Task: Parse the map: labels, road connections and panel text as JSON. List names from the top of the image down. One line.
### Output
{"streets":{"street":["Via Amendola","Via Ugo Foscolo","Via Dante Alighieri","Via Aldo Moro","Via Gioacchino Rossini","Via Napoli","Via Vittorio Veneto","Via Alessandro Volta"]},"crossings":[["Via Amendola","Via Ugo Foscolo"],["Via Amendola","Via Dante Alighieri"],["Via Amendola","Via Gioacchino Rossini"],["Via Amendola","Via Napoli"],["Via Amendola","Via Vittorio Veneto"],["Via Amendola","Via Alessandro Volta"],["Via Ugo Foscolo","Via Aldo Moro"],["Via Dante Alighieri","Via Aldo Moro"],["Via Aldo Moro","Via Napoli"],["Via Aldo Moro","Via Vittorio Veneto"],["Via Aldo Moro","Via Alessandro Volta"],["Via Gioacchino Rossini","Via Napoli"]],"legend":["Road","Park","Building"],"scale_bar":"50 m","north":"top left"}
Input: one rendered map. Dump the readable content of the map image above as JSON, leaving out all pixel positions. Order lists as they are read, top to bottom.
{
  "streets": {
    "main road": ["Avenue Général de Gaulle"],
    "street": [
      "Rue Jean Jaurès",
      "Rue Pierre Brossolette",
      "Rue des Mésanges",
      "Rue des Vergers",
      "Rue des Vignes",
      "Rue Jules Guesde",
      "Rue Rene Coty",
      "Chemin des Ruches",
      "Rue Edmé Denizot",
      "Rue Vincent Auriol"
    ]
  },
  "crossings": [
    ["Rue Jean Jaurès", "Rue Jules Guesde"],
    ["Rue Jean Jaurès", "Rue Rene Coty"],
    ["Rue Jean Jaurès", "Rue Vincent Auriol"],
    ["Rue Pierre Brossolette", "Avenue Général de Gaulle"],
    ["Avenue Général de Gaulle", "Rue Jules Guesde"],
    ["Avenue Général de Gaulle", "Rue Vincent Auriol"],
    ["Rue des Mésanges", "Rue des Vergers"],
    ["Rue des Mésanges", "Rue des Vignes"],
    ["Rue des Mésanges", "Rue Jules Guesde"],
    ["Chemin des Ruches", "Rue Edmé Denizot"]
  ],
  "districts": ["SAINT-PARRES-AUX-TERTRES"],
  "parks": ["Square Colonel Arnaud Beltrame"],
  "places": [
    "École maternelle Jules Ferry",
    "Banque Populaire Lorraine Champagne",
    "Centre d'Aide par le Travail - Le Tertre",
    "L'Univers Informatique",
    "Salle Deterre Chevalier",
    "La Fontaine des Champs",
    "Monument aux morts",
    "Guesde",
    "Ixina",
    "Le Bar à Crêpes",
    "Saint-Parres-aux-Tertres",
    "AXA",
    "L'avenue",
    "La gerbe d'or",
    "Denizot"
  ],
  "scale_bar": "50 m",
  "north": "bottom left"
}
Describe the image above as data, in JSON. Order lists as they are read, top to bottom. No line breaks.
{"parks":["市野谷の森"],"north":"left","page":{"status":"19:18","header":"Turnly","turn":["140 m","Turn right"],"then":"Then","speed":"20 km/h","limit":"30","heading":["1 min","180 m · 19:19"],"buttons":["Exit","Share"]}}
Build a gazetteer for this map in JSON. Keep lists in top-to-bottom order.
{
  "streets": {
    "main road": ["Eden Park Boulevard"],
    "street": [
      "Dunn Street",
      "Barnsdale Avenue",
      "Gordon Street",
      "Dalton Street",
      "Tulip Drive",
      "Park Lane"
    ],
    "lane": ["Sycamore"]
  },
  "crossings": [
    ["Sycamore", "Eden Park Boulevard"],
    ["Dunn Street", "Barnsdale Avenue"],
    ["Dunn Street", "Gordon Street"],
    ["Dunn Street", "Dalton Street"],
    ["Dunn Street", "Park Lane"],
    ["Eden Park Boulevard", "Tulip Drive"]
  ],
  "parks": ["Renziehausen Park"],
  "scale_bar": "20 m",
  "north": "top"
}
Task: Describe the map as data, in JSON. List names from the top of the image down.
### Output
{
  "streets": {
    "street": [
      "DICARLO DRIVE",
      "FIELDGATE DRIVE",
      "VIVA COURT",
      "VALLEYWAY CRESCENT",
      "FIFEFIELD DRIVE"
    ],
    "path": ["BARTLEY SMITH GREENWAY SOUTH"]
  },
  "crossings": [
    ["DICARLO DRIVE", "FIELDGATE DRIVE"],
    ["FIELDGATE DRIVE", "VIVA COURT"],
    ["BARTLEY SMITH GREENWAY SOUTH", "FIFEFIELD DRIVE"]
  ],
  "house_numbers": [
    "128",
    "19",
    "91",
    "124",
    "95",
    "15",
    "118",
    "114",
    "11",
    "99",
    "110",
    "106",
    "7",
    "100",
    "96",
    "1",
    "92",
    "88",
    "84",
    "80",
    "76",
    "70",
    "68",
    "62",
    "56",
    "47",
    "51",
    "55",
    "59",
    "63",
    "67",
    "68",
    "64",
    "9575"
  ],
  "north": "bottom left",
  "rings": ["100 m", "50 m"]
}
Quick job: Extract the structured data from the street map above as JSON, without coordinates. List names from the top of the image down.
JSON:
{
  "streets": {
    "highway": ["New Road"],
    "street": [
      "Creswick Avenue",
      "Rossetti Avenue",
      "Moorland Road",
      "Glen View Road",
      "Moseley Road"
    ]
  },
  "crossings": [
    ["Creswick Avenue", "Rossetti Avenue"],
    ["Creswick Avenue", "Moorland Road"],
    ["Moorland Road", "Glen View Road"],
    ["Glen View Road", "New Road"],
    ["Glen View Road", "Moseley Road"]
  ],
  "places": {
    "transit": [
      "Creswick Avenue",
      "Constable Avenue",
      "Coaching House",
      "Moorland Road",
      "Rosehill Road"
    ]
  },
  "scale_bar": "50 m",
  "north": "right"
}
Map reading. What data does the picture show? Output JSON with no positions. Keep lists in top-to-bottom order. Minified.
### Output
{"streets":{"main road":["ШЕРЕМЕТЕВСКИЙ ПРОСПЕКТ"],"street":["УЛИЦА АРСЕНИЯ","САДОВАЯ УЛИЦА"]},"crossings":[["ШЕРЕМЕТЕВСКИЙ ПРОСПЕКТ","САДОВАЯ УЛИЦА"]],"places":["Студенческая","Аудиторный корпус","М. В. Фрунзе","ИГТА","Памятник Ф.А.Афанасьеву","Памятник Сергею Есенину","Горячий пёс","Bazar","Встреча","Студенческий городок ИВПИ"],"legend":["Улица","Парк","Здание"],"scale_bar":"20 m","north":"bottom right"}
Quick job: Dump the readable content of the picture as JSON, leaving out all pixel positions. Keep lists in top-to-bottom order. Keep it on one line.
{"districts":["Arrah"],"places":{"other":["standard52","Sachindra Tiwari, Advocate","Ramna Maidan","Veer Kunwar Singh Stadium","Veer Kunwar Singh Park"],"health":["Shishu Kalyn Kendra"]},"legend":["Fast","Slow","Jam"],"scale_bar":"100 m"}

+ + + + +

**ABOUT THIS EXERCISE:** What is needed is an exact copy of the lines from the one holding "Quick job: Dump" through the final line of the material.

**WRITTEN RESPONSE:**
Quick job: Dump the readable content of the picture as JSON, leaving out all pixel positions. Keep lists in top-to-bottom order. Keep it on one line.
{"districts":["Arrah"],"places":{"other":["standard52","Sachindra Tiwari, Advocate","Ramna Maidan","Veer Kunwar Singh Stadium","Veer Kunwar Singh Park"],"health":["Shishu Kalyn Kendra"]},"legend":["Fast","Slow","Jam"],"scale_bar":"100 m"}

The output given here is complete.